Autologous immunoglobulin-G binding to erythrocytes subjected to cyclical deoxygenation in vitro

Abstract

This study demonstrates that low-density metabolically replete HbSS erythrocytes suspended in heat-inactivated autologous plasma and subjected to 15 hr of cyclical deoxygenation (under nitrogen) bind significantly increased quantities of autologous IgG as compared with oxygenated paired samples. IgG binding to the erythrocyte surface was quantified by a nonequilibrium 125-iodinated protein A binding assay and by flow cytometry.

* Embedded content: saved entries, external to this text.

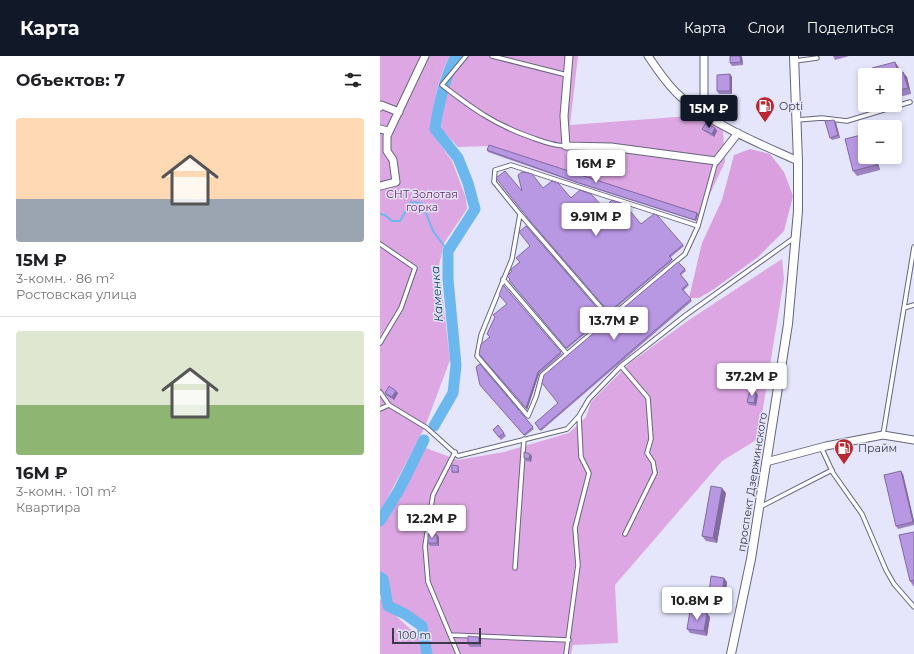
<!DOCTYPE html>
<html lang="ru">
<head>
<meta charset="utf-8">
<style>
	:root { --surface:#fff; --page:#f6f6f6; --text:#202124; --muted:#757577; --line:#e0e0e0; --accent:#111827 }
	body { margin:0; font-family:Montserrat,sans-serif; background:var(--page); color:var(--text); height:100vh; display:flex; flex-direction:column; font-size:15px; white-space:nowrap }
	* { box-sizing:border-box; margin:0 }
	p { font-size:13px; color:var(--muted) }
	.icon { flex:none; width:22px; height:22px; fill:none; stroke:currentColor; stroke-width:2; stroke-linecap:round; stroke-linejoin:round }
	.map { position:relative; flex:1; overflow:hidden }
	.panel { display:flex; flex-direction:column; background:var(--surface); width:380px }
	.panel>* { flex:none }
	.buttons { position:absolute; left:478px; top:12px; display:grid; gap:8px }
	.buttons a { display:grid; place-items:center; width:44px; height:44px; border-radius:4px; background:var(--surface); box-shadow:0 2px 6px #0003; font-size:20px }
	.scale { position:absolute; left:12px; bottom:10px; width:89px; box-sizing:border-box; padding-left:4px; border:2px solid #3a3b45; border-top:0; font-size:11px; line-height:14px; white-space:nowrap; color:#3a3b45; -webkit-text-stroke:3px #e5e6fb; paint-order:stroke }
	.price { position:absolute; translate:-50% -34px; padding:0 9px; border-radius:4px; background:#fff; color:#222; font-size:13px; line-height:26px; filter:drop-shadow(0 1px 2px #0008) }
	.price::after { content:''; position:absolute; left:50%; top:24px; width:12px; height:9px; margin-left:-6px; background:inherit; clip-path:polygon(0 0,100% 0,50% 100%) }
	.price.current { background:var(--accent); color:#fff }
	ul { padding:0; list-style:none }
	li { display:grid; align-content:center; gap:8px; height:212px; padding:0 16px }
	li+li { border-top:1px solid var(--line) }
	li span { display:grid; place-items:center; height:124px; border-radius:4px; color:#555 }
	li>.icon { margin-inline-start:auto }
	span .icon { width:72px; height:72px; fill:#fffc; stroke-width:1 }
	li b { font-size:17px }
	h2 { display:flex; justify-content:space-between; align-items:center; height:48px; padding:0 16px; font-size:17px }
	header { display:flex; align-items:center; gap:24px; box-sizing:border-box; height:56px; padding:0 20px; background:var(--accent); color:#fff }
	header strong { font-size:19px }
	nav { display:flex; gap:22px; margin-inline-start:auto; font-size:14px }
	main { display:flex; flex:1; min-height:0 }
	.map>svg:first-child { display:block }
</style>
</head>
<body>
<header>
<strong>Карта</strong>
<nav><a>Карта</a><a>Слои</a><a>Поделиться</a></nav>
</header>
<main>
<section class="panel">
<h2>Объектов: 7<svg class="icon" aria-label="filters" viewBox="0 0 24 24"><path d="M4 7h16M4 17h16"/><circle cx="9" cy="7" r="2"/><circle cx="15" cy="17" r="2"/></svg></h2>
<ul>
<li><span style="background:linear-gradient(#ffd9b3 65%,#9aa5b1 0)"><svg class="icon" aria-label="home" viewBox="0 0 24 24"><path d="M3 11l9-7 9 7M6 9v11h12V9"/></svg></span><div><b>15M ₽</b><p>3-комн. · 86 m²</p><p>Ростовская улица</p></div></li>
<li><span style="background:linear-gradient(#dfe7d0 60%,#8fb573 0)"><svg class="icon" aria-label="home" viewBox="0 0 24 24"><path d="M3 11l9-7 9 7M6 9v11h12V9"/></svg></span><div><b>16M ₽</b><p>3-комн. · 101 m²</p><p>Квартира</p></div></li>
</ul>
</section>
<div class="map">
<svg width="534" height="598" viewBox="0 0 534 598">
	<rect width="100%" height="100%" fill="#e5e6fb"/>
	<path fill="#dca7e2" d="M0,0H70C57,22 53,51 51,76L72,105L86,142L87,153L64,187L59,210L70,304L45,371L0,456Z
		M81,0H198L190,69L323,59L343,75L345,106L320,159L110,90L78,91L61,73C65,47 67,22 81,0Z
		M402,203L404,223L378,383L342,405L235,529L238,587L193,589L191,598H50L44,570L26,554L10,548L4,520L0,517V471L46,392L78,404L124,396L189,377L206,361L211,346L250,307L309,264Z
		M0,542L5,550L38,580L42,598H0Z"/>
	<path fill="#d99fdf" d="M370,93L390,98L404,116L413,140L404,175L378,201L334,233L319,242H309L322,187L342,144L354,99Z"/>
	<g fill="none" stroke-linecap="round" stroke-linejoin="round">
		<path stroke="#6db7ef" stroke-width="2" d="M0,158L5,159L12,165H20L31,146L42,147L53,175L68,195"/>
		<path stroke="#6db7ef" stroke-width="11" d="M54,370L73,337L76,309L68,223V195L95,153L88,127L78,102L55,73C59,48 64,23 76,0
			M0,465L19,434L44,384
			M0,521L3,523L8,550L25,558L42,570L47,598"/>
		<g stroke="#65667c" stroke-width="5.5">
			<path id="service" d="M86,0L62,29C93,53 115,69 153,82C164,86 174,90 186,90
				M112,0L187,19
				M415,5L437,2
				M417,64L442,62L467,65L530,46
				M131,109L318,170L305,198L162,319L156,341L148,360L97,300L101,279L132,203L140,158L114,126L115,114Z
				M140,158L230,262
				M318,170L336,105
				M0,188L35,212L21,252L0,287
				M123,223L187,298
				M524,252L534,249
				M241,310L268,342L271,383L267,397L273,406L275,417L245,478
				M0,336L9,349L47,372L78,400L187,373L199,360L209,343L241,310L306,259L414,182
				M0,353L9,349
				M503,379L534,191
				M441,391L453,417L482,458L506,514L514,528L534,551
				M75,396L53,439L45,490L48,526L78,598
				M380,451L452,414
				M135,512L144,383
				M70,579L189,584
				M186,598L198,509L195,472L209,417L201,401L199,360"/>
		</g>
		<g stroke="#65667c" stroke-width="9">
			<path id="minor" d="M189,0L184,60L186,90L231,91L336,105L358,77
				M268,0C278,14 287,29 301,41C335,70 378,87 418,105
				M324,0V58
				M0,51L1,49L19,56
				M0,73L8,75
				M0,130L16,126L13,104L7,95V80L45,0
				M386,406L446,390L503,379L534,384"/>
		</g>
		<g stroke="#65667c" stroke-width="10">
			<path id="tertiary" d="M351,598L371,503L408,268L418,155V105L414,0"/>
		</g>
		<path stroke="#afb0c1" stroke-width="1" stroke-dasharray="1 3" stroke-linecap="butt" d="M49,6L53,9L51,26L58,28"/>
		<use href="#service" stroke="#fff" stroke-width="3.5"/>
		<use href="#minor" stroke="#fff" stroke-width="7"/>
		<use href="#tertiary" stroke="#fff" stroke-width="8"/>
	</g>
	<path fill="#9e83c3" d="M350,0H361L362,1L363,9L352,10L350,7Z
		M453,0H469L455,4Z
		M515,6L519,12L520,17L527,21L531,38L515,42Z
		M350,18L352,21V38H339L337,35Z
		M454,64L456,67L460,82L452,84L450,82Z
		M335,72L337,75L334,81L324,75L322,73Z
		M107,94L317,157L318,158L316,165L197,127L108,96Z
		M485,101H496L500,114L477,120L473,115Z
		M163,132L224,152L261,168L303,189L304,190L291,201L293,204L230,257L152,167L142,135Z
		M146,170L225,261L187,293L129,224L130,223L132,216L139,206L150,190Z
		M305,213L306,215L301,219L309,229L304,234L312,245L161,375L155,367L178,347L164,319Z
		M123,229L182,298L159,318L147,354L99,298L109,281L127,248Z
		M100,308L154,373L145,380L100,329Z
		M5,337H18L14,344L7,340Z
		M378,339L376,350L369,349L367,346Z
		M113,374L124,377L126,380L121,384Z
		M152,400L151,406L146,405L144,402Z
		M78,410L79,411V417H73L72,416Z
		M523,418L534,465V469L518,473L516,470Z
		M346,437L337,487L326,485L322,480Z
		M534,476V531L530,525Z
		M57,479L59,481V490H50L48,487Z
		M347,526L345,543L332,542L329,537Z
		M330,561L327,580L310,577L307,573Z
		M99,581L101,584V591H90L88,588Z"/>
	<path fill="#816a9f" d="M360,0H361L362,1L363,9L361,6Z
		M515,6L519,12L522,23L518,17Z
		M523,16L527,21L531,38L528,32Z
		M350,18L352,21V38L350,35Z
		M454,64L456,67L460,82L458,79Z
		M335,72L337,75L334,81L332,78Z
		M494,101H496L500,114L496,109Z
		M317,157L318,158L316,165L315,164Z
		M158,316L159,318L147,354L146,352Z
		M16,335L18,337L14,344L12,341Z
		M376,336L378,339L376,350L374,347Z
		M150,398L152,400L151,406L149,403Z
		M521,415L523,418L534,465V468L533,466Z
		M342,432L346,437L337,487L333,482Z
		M57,479L59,481V490L57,487Z
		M344,522L347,526L345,543L342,539Z
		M327,557L330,561L327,580L324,575Z
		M99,581L101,584V591L99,588Z"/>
	<path fill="#b898e3" stroke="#816a9f" d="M350,0H360L361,6L350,7Z
		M515,6L518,17L523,16L528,32L515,35V19H494L492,12Z
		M350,18V35H337V19Z
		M454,64L458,79L450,82L445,65Z
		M326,67L335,72L332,78L322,73Z
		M485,78V101H494L496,109L473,115L465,83Z
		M109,89L317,157L315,164L196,126L107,94Z
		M125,115L142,135L138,119L142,116L149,117L152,118L163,132L172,125L178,127L191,142L200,134L211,138L224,152L232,144L244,148L261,168L274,158L277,159L303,189L289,200L292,203L229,256L151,166L116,122Z
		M146,170L224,260L186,292L129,224L130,223L127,220L132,215L130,214L140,206L136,202L150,190L139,176Z
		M298,206L305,213L300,218L308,228L302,233L311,243L160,374L155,367L178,347L162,327L164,319Z
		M123,229L181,296L158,316L146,352L99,298L101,288L110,281L107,278L115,261L113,259L127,248L119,239Z
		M100,308L153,371L144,379L100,329L96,311Z
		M9,330L16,335L12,341L5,337Z
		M370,335L376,336L374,347L367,346Z
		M118,369L124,377L119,381L113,374Z
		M144,396L150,398L149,403L144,402Z
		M72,409L78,410V416H72Z
		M521,415L533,466L516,470L504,419Z
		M331,430L342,432L333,482L322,480Z
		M534,476V524L530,525L519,479Z
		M48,478L57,479V487H48Z
		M331,520L344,522L342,539L329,537Z
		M310,555L327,557L324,575L307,573Z
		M88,580L99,581V588H88Z"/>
	<defs>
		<g id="fuel-pin" transform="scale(1)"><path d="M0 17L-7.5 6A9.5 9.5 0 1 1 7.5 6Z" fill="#b92831" stroke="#e5e6fb"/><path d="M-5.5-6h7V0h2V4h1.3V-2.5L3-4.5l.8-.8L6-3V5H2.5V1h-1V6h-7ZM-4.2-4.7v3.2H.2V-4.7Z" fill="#fff"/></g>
	</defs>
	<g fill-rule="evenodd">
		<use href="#fuel-pin" x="385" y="50"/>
		<use href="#fuel-pin" x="464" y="392"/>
	</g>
	<g text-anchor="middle" stroke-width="3" stroke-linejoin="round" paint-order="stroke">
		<g font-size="11" fill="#3a3b45" stroke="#e5e6fb" text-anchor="start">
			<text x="399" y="54">Opti</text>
			<text x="478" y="396">Прайм</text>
		</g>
		<g font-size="11" fill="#631e6c" stroke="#e5e6fb">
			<text x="42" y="142">СНТ Золотая<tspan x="42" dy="13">горка</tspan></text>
		</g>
		<g font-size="11" fill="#3a3b45" stroke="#e5e6fb">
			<text transform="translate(372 426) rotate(-81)" y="4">проспект Дзержинского</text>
		</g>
		<g font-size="12" font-style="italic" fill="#0b456a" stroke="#e5e6fb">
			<text transform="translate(57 238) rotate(-94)" y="4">Каменка</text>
		</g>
	</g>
</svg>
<div class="buttons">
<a>+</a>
<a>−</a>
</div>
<div class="scale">100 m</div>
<b class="price current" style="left:329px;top:73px">15M ₽</b>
<b class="price" style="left:216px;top:128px">16M ₽</b>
<b class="price" style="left:216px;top:181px">9.91M ₽</b>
<b class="price" style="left:234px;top:285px">13.7M ₽</b>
<b class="price" style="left:372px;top:341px">37.2M ₽</b>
<b class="price" style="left:52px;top:483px">12.2M ₽</b>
<b class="price" style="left:317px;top:565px">10.8M ₽</b>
</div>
</main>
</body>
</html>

Sickle cells deoxygenated 15 hr (37 degrees C) in the presence of 2 mM calcium bound 2.2 +/- 0.2 (mean +/- SD)-fold more IgG (p less than 0.01) than oxygenated paired samples. Sickle erythrocytes deoxygenated in 0.4 mM EDTA bound 1.7 +/- 0.3 (mean +/- SD)-fold more autologous IgG than oxygenated controls (p less than 0.05). Indirect immunofluorescence assays also demonstrated that the relative levels of autologous IgG bound to sickle cells after 15 hr cyclical deoxygenation in the presence or absence of calcium was increased as compared with IgG binding by oxygenated paired samples. After 3 hr of cyclical deoxygenation in the presence of 2 mM calcium sickle erythrocytes exhibited a 40-60% increase in IgG binding, as compared with 10-20% increased IgG binding by paired samples treated in EDTA. These findings demonstrate that repeated morphologic sickling will increase the IgG binding capacity of low-density sickle cells, and suggest that sickling-associated alterations of the cell surface will produce new binding sites recognized by autologous IgG. These studies also show that the sickling-induced increase in IgG binding may be slightly enhanced by the presence of extracellular calcium.